**EXERCISE DETAILS**
What you return should be each line of the data containing the string "Dislivello".
─── STORED DATA ───
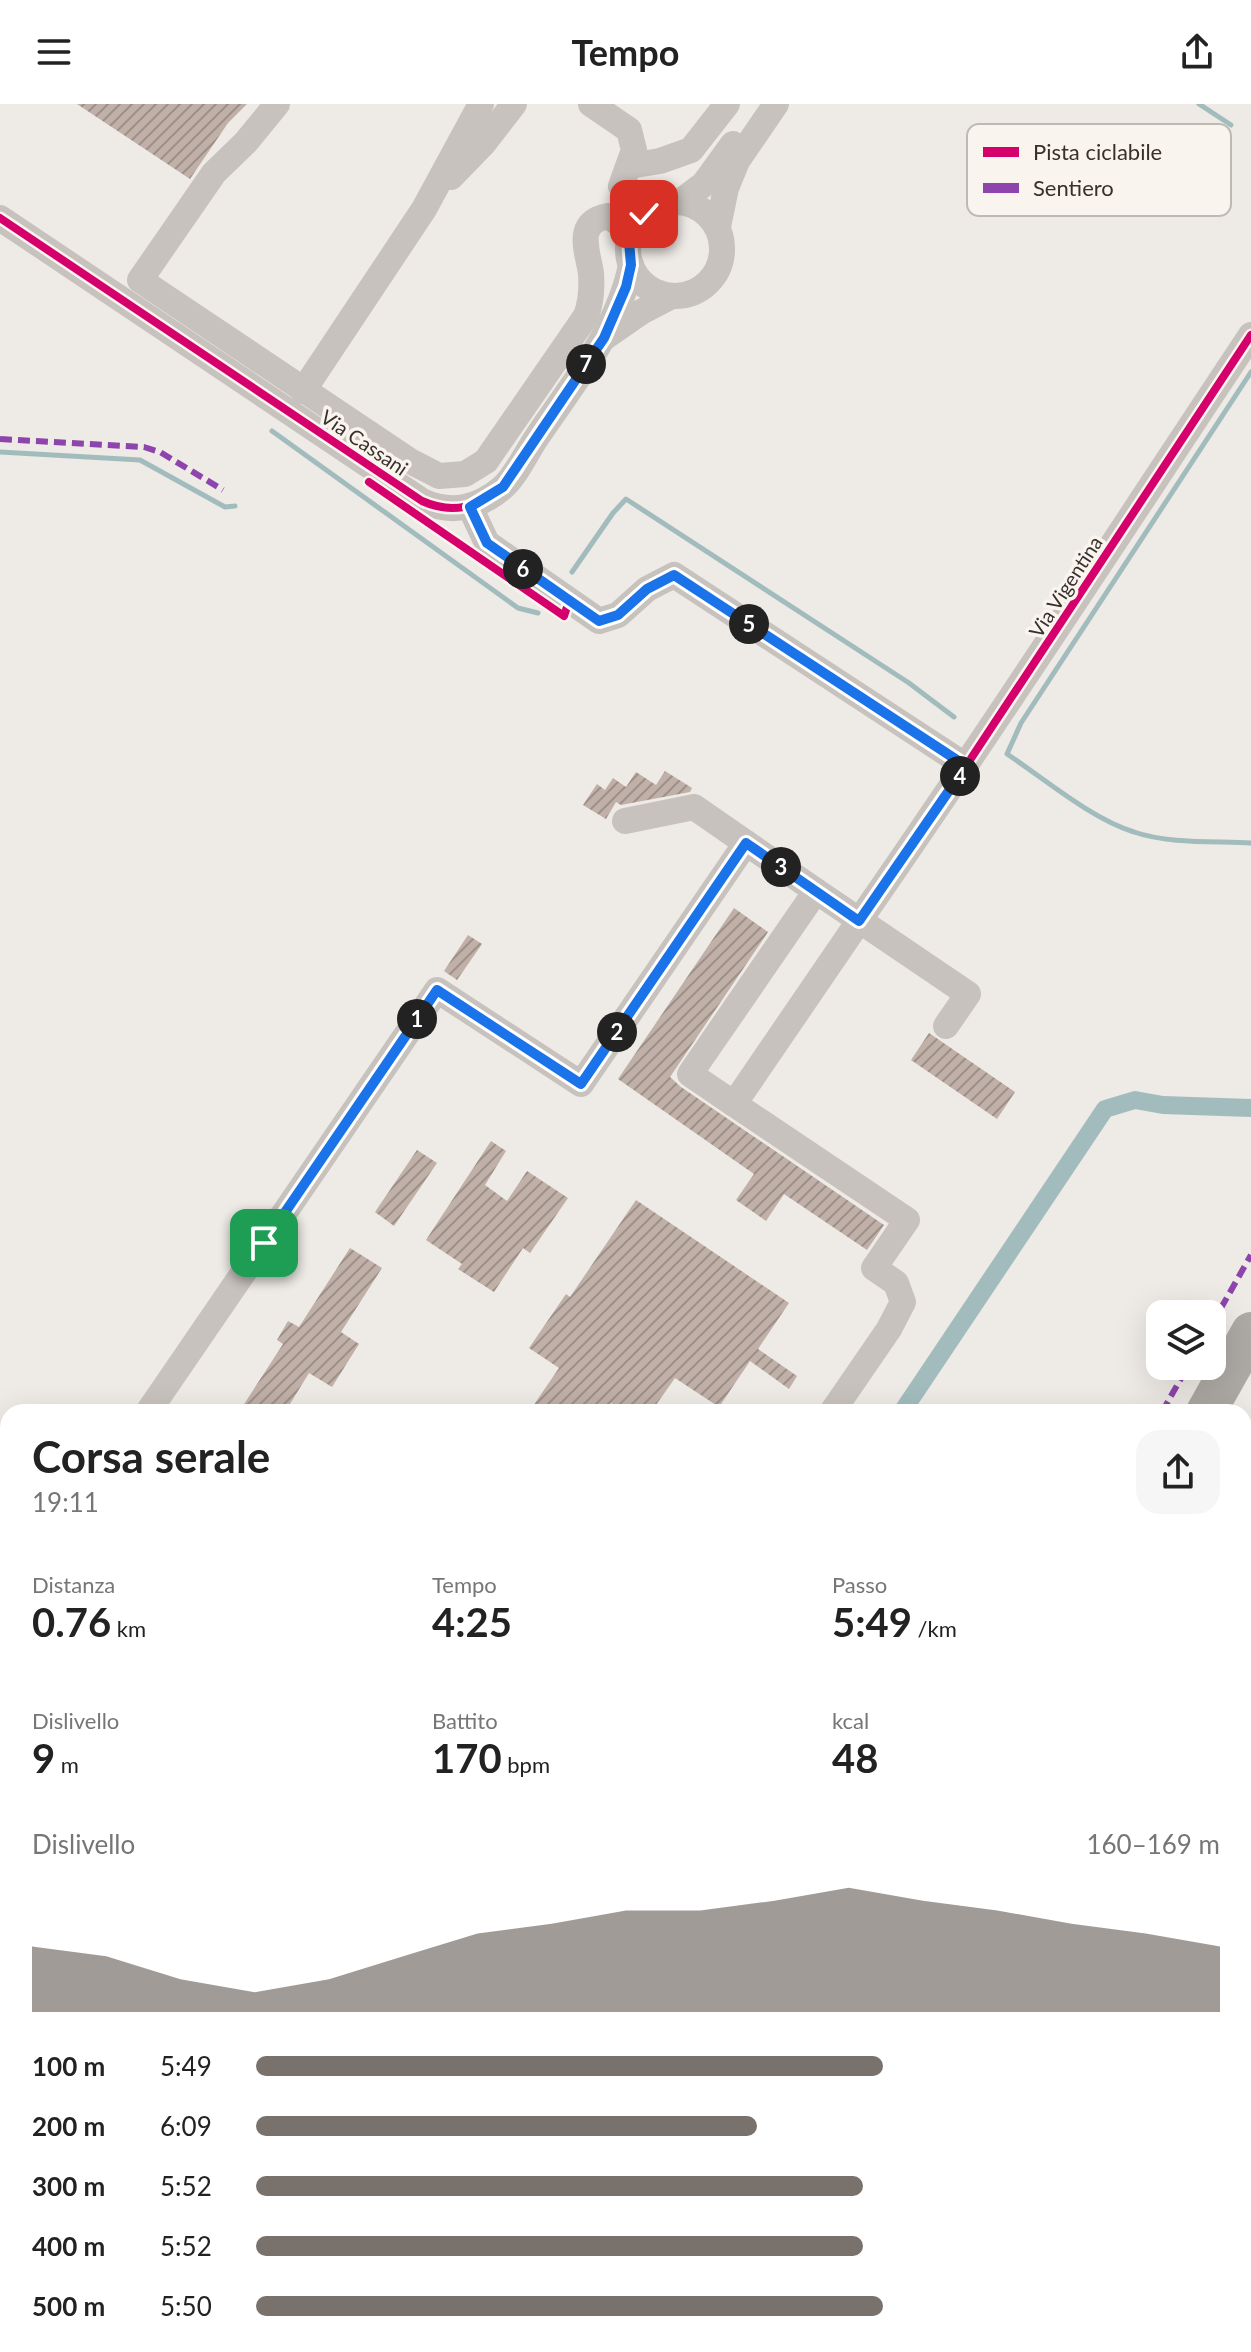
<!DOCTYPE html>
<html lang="it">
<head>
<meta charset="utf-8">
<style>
	body { margin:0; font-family:Lato,sans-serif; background:#f6f6f6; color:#222; height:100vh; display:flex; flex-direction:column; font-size:30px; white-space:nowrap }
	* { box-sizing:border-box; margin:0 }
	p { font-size:26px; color:#767676 }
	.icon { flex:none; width:44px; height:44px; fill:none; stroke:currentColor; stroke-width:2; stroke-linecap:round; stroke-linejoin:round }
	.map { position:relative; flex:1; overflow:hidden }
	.panel { position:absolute; left:0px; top:1300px; width:1252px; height:948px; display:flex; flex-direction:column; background:#fff; border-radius:24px 24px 0 0; box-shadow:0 8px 32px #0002 }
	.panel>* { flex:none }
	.tools { position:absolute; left:1146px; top:1196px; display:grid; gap:16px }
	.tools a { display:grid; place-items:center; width:80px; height:80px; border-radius:16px; background:#fff; box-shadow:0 8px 32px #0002; font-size:40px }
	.pin { position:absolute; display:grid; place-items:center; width:68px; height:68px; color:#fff; margin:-34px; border-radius:16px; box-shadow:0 4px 12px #0006 }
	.km { position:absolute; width:40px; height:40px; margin:-20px; border-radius:50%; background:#222; color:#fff; font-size:22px; line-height:40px; text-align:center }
	.round { display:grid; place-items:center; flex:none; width:84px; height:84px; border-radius:24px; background:#f6f6f6 }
	.summary { display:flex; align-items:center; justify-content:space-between; height:136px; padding:0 32px }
	h1 { font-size:44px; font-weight:700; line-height:60px }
	.figures { display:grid; grid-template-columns:repeat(3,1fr); gap:12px; height:136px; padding:8px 32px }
	.figures div { display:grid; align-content:center }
	.figures b { font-size:40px; font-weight:700 }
	.figures small { font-size:22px; font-weight:400 }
	.figures p { font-size:22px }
	.chart { height:224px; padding:16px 32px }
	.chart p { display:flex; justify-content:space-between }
	.chart svg { width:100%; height:144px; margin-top:8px; fill:#78716c; opacity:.7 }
	ul { padding:0 32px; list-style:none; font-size:26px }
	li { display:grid; grid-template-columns:128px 96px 1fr; align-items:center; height:60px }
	li i { height:20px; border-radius:10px; background:#78716c }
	header { display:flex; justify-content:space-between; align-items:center; height:104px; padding:0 32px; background:#fff; font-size:36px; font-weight:700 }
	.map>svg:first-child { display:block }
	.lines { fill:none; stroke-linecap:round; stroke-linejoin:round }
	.stream { stroke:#a2bcbe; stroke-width:5 }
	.canal { stroke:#a2bcbe; stroke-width:18 }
	.building { fill:url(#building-hatch) }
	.minor { stroke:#c7c2bd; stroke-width:26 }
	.highway { stroke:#ada9a4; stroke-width:40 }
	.quiet { stroke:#8e44ad; stroke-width:6; stroke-dasharray:12 6; stroke-linecap:butt }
	.cycleway-casing { stroke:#f9f4ed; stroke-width:13 }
	.cycleway { stroke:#d6006c; stroke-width:8 }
	.route-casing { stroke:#fff; stroke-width:16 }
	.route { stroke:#1a73e8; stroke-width:10 }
	.labels { text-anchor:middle; stroke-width:7; stroke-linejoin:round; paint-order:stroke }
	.street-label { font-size:20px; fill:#38302b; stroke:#f9f4ed }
	.key { fill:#f9f4ed; stroke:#bfb9b3; stroke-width:2 }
	.key-label { font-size:22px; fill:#38302b }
</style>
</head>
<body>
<header><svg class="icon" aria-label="menu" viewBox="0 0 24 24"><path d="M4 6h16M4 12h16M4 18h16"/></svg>Tempo<svg class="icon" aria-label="share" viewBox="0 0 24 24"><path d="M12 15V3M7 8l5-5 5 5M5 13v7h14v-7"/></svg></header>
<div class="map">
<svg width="1251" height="2248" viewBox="0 0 1251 2248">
	<defs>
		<pattern id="building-hatch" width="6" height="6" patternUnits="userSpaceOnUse" patternTransform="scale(2)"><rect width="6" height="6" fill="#c0b0a7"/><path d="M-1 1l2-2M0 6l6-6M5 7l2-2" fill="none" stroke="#9d9088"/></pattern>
	</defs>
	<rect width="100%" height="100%" fill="#eeeae5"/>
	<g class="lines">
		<g class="stream">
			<path d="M1199 0 1231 21"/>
			<path d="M1251 268 1021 619 1007 650C1045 675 1090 714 1134 728 1169 740 1214 737 1251 739"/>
			<path d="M272 327 518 504 538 509"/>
			<path d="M0 348 140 356 225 403 235 402"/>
			<path d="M572 468 613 409 626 395 909 579 954 613"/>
			<path d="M1244 1463H1251"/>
			<path d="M0 1472H8"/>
			<path d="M1244 1780H1251"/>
			<path d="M0 1952 8 1949"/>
			<path d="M806 2240 809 2248"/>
			<path d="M636 2248 641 2240"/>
			<path d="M697 2248 702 2240"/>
		</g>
		<path class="canal" d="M902 1308 1105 1005 1135 996 1163 1001 1251 1004"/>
	</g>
	<g class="building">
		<path d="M77 0H247L228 19 190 75Z"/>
		<path d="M665 667 692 684 690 688 621 701 616 698 606 715 583 701 597 680 605 686 613 674 626 683 636 668 656 681Z"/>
		<path d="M734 804 768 828 670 973 681 983 884 1121 867 1146 784 1090 766 1117 736 1096 754 1070 618 975Z"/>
		<path d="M468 831 482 840 457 876 444 867Z"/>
		<path d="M929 929 1015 988 997 1015 911 956Z"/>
		<path d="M491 1037 506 1047 485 1081 507 1097 527 1067 568 1094 530 1149 523 1144 494 1188 458 1165 462 1160 426 1136Z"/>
		<path d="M417 1046 437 1059 394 1122 375 1108Z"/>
		<path d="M636 1096 789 1199 758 1245 797 1272 789 1285 750 1257 719 1303 675 1274 651 1308H625L611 1299 605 1308H541L533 1302 559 1264 529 1244 566 1190 570 1193Z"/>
		<path d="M350 1144 382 1164 341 1228 359 1240 332 1283 309 1269 285 1308H239L283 1240 277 1236 288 1217 299 1223Z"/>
	</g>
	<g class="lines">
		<g class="minor">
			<path d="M277 0 246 38 214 69 140 176 410 357 439 372 465 370 486 357 586 212C591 199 592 183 591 169 587 145 575 118 608 112L628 125 629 137"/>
			<path d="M591 0 629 26 634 46 621 82 638 97 657 102"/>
			<path d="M629 62 660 57 691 46 727 0"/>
			<path d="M451 73 483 40 514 0"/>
			<circle cx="675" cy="145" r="47"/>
			<path d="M680 98 704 80 733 40"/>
			<path d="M0 114 422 397C451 410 477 405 502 384 516 372 526 349 537 333 573 279 618 226 631 161"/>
			<path d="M718 123 726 84 737 57 776 0"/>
			<path d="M605 233 641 208 670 193"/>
			<path d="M303 287 424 105 481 0"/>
			<path d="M470 403 487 439 599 517 618 511 647 485 674 471 966 662"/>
			<path d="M746 739 816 787"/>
			<path d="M946 922 968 890 816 787 690 970 734 1000 859 817C993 624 1121 427 1251 231"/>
			<path d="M734 1000 907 1116 874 1164 896 1179 903 1198 889 1225 832 1308"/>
			<path d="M148 1308 437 886 581 980 746 739 694 703 625 717"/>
		</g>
		<g class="highway">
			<path d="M1206 1308 1251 1228"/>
			<path d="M663 2248 668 2240"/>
		</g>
		<g class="quiet">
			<path d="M0 335 144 343 160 348 223 386"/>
			<path d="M1212 1220 1251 1151"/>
			<path d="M1162 1308 1188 1262"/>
			<path d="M0 1484H8"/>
			<path d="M825 2240 829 2248"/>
			<path d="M625 2248 630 2240"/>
		</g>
		<g class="cycleway-casing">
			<g id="cycleway">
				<path d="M0 114 422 397C451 410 477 405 502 384 516 372 526 349 537 333 573 279 618 226 631 161"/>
				<path d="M369 378 564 512 569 497"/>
				<path d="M905 750 966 662 1251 231"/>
			</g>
		</g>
		<use href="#cycleway" class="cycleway"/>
	</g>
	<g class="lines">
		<g class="route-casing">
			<path id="route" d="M264 1139 437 886 581 980 746 739 859 817 966 662 674 471 647 485 618 511 599 517 487 439 470 403 503 383 604 234 626 183 631 161 629 137 634 122 644 110"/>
		</g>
		<use href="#route" class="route"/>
	</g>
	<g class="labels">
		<g class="street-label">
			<text transform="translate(364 339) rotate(34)" y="7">Via Cassani</text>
			<text transform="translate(1066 483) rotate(-57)" y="7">Via Vigentina</text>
		</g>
	</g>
	<rect x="967" y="20" width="264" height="92" rx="12" class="key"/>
	<rect x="983" y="43" width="36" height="10" fill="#d6006c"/>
	<rect x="983" y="79" width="36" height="10" fill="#8e44ad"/>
	<g class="key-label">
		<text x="1033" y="56">Pista ciclabile</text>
		<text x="1033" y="92">Sentiero</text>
	</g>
</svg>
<div class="tools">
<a><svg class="icon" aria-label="layers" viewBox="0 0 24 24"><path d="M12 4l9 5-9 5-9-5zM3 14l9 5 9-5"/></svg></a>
</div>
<div class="pin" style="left:264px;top:1139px;background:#1e9e55"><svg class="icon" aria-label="arrive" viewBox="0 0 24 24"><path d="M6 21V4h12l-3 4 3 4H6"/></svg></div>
<div class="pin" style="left:644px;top:110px;background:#d93025"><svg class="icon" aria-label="check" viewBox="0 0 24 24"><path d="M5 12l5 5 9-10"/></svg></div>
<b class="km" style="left:417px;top:915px">1</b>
<b class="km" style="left:617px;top:928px">2</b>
<b class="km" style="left:781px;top:763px">3</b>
<b class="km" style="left:960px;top:672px">4</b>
<b class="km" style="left:749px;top:520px">5</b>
<b class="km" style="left:523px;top:465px">6</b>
<b class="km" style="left:586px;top:260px">7</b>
<section class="panel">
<div class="summary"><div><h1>Corsa serale</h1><p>19:11</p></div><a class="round"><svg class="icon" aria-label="share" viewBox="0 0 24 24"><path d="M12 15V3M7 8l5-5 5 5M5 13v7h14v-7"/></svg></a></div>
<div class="figures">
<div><p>Distanza</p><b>0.76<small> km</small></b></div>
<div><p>Tempo</p><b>4:25</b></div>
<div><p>Passo</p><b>5:49<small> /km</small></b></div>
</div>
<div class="figures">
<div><p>Dislivello</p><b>9<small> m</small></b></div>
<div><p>Battito</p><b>170<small> bpm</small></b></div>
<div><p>kcal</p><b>48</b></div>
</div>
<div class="chart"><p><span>Dislivello</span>160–169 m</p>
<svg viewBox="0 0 160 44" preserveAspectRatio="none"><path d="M0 44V24L10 27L20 34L30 38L40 34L50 27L60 20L70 17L80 13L90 13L100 10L110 6L120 10L130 13L140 17L150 20L160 24V44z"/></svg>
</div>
<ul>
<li><b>100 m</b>5:49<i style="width:65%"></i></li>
<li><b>200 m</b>6:09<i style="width:52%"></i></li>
<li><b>300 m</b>5:52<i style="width:63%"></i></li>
<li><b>400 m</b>5:52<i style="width:63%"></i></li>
<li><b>500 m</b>5:50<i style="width:65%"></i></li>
</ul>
</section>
</div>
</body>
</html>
───
**EXERCISE OUTPUT**
<div><p>Dislivello</p><b>9<small> m</small></b></div>
<div class="chart"><p><span>Dislivello</span>160–169 m</p>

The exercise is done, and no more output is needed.